While it may be frustrating to have to remember multitudes of passwords, have your accounts linked to your mobile number, or set up two-factor authentication, Google has released data showing just how effective some of these security techniques truly are.

Google’s Security Blog has published research on the effectiveness of “basic account hygiene”, finding that “simply adding a recovery phone number to your Google Account can block up to 100% of automated bots, 99% of bulk phishing attacks, and 66% of targeted attacks that occurred during [the] investigation”.

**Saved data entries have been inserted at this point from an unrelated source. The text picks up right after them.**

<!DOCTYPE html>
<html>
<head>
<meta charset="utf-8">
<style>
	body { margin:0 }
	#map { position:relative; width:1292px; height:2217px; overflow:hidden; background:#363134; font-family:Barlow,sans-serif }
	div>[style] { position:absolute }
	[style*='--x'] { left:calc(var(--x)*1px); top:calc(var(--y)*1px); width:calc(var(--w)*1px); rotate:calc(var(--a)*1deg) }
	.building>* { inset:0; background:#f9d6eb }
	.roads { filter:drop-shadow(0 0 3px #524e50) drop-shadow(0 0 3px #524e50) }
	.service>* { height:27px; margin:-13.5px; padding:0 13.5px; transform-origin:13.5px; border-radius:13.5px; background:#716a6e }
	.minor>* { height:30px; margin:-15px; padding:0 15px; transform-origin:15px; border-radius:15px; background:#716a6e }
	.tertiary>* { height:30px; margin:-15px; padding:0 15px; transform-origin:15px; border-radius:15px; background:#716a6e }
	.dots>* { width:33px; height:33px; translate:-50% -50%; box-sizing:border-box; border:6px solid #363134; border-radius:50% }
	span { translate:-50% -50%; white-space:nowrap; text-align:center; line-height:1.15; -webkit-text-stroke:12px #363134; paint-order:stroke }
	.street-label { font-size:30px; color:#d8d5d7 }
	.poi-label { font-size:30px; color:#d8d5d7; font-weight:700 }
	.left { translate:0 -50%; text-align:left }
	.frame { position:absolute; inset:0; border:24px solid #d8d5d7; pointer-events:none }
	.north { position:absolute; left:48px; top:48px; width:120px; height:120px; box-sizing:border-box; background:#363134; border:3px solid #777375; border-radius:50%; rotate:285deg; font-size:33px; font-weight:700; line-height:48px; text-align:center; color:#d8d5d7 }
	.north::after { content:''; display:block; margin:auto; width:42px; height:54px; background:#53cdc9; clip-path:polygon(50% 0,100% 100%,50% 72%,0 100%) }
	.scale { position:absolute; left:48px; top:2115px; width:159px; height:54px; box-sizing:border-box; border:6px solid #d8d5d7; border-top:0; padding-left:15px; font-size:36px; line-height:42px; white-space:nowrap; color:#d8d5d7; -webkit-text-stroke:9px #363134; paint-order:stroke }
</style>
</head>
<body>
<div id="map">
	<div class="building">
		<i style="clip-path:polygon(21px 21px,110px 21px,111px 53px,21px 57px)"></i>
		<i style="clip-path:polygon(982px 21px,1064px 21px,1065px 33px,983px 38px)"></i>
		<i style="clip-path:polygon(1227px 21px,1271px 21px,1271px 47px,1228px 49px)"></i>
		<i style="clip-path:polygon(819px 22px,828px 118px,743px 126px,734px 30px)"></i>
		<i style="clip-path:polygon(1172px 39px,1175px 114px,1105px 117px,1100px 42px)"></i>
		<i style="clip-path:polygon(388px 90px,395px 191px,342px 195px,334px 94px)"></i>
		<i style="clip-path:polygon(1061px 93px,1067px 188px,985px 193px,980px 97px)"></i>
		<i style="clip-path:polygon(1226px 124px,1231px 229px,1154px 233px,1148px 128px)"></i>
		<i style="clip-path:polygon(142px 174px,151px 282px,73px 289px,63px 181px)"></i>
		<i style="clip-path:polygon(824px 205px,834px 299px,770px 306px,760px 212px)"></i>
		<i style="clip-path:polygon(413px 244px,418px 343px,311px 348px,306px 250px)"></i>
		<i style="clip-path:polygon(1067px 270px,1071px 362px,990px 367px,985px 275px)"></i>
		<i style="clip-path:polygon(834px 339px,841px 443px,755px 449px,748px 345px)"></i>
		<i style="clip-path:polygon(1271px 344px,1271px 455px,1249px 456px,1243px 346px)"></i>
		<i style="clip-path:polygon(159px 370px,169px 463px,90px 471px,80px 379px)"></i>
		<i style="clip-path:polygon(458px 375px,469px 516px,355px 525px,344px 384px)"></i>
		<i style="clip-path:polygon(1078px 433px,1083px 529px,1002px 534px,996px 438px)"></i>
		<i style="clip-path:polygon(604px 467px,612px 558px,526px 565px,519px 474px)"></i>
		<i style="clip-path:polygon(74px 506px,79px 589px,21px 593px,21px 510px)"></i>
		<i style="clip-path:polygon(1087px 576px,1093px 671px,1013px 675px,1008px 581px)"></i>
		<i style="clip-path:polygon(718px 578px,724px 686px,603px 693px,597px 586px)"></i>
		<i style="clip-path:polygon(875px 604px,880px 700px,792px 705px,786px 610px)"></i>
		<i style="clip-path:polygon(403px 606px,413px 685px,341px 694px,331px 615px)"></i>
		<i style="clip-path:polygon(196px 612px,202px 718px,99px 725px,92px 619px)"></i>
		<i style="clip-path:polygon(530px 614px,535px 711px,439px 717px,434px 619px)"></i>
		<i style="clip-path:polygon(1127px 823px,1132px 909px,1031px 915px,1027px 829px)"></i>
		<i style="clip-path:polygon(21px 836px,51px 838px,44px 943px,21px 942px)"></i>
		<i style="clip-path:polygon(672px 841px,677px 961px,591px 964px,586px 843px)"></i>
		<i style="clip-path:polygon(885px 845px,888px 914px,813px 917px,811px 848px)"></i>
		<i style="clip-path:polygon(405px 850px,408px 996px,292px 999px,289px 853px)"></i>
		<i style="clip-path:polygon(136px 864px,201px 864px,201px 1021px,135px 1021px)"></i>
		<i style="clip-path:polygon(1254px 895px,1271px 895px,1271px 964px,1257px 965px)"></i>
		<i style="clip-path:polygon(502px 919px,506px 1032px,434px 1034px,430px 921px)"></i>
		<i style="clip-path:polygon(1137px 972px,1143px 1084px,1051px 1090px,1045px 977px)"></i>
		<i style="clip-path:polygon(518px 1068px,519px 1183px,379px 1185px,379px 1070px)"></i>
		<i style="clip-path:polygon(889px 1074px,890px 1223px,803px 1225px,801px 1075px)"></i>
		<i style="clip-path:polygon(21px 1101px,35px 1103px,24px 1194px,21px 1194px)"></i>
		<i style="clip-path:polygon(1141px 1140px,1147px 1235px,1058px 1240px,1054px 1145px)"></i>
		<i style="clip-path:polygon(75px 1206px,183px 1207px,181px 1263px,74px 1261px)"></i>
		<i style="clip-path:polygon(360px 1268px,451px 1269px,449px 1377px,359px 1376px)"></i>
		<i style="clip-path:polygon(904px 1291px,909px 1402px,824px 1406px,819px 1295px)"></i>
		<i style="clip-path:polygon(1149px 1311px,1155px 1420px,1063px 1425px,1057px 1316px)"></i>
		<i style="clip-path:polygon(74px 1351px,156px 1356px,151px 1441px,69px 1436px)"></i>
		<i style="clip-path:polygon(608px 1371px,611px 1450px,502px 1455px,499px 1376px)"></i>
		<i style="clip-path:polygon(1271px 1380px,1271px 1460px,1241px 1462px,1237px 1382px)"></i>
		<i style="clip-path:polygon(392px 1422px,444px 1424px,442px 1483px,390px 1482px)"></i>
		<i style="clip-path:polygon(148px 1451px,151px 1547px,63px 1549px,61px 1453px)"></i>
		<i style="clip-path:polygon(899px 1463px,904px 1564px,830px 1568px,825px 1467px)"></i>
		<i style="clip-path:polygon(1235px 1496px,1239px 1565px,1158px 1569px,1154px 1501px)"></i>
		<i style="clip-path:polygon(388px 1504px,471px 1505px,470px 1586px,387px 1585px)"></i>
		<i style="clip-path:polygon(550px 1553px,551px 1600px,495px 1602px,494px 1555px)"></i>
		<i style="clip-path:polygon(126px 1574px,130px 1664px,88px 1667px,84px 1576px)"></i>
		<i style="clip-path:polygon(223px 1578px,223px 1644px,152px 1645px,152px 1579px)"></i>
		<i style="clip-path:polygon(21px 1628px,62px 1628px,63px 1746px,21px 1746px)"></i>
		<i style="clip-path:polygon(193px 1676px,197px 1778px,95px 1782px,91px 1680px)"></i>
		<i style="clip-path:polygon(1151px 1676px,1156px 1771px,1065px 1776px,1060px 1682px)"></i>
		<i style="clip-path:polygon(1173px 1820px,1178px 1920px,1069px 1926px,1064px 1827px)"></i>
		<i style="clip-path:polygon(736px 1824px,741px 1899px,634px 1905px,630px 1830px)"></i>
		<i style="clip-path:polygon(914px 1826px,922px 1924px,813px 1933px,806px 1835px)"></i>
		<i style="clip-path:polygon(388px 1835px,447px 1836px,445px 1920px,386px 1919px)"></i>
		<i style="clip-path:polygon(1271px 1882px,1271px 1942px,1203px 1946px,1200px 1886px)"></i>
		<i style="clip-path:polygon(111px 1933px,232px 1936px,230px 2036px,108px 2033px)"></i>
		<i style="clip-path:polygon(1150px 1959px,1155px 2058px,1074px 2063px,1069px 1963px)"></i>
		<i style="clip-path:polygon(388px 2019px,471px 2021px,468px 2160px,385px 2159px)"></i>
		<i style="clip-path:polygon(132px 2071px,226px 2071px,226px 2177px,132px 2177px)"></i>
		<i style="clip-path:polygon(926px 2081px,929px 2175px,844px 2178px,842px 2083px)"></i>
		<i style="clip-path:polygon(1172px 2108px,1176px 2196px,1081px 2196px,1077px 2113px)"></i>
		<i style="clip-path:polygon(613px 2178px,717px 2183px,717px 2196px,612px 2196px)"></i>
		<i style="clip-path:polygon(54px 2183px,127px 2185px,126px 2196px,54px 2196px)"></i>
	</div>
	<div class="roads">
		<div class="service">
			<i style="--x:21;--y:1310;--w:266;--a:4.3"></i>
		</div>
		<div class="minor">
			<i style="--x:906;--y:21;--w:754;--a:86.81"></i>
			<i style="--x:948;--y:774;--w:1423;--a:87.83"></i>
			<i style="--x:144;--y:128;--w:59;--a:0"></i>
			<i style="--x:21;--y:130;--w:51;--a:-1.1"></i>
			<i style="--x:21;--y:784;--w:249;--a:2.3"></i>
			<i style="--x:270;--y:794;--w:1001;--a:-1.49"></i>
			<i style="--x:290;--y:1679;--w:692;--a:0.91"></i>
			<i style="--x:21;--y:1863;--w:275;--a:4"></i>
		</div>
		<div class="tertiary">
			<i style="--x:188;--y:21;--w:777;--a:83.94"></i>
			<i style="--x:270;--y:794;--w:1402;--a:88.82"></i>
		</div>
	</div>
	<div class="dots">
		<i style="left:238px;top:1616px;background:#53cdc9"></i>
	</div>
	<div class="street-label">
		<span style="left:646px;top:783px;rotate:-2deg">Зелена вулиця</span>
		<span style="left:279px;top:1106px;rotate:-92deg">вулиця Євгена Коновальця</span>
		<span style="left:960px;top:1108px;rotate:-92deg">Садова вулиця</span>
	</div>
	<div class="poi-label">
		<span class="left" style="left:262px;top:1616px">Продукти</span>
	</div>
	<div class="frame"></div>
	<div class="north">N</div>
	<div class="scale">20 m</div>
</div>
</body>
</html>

The research was formulated from two different studies, conducted in conjunction with the New York University and the University of California, San Diego, focusing on wide-scale attacks and targeted attacks respectively.

The blog post details the automatic account security measures that Google employs – these include ‘knowledge-based challenges’ such as verifying the last sign-in location of your device, the associated phone number and secondary email addresses. 

While these weaker challenges prove successful in blocking most automated bot attacks, they are significantly weaker against both bulk phishing and targeted attacks. 

Image credit: Google

Image credit: Google

(Image: © Image credit: Google)

However, ‘device-based challenges’ thwarted almost every automated or bulk phishing attack that was thrown up against it, and performed considerably better against targeted attacks. 

These challenges include sending an SMS code or an on-device prompt to your associated mobile device, or alternatively using a designated security key such as YubiKey or Google's own Security Key, which was the only method tested that had a 100% prevention rate across the board.

On the flipside, Google recognized that there is an inherent downside to requiring a recovery number or associated device – “in an experiment, 38% of users did not have access to their phone when challenged. Another 34% of users could not recall their secondary email address”. This, alongside the “additional friction” introduced by such challenges, is why Google hasn’t made such security compulsory for accounts.

If you think your account hygiene isn’t up to scratch, it’s worth taking the time to follow Google’s own five-step solution to staying safer online, which handily provides links to the relevant settings so you can change them right away.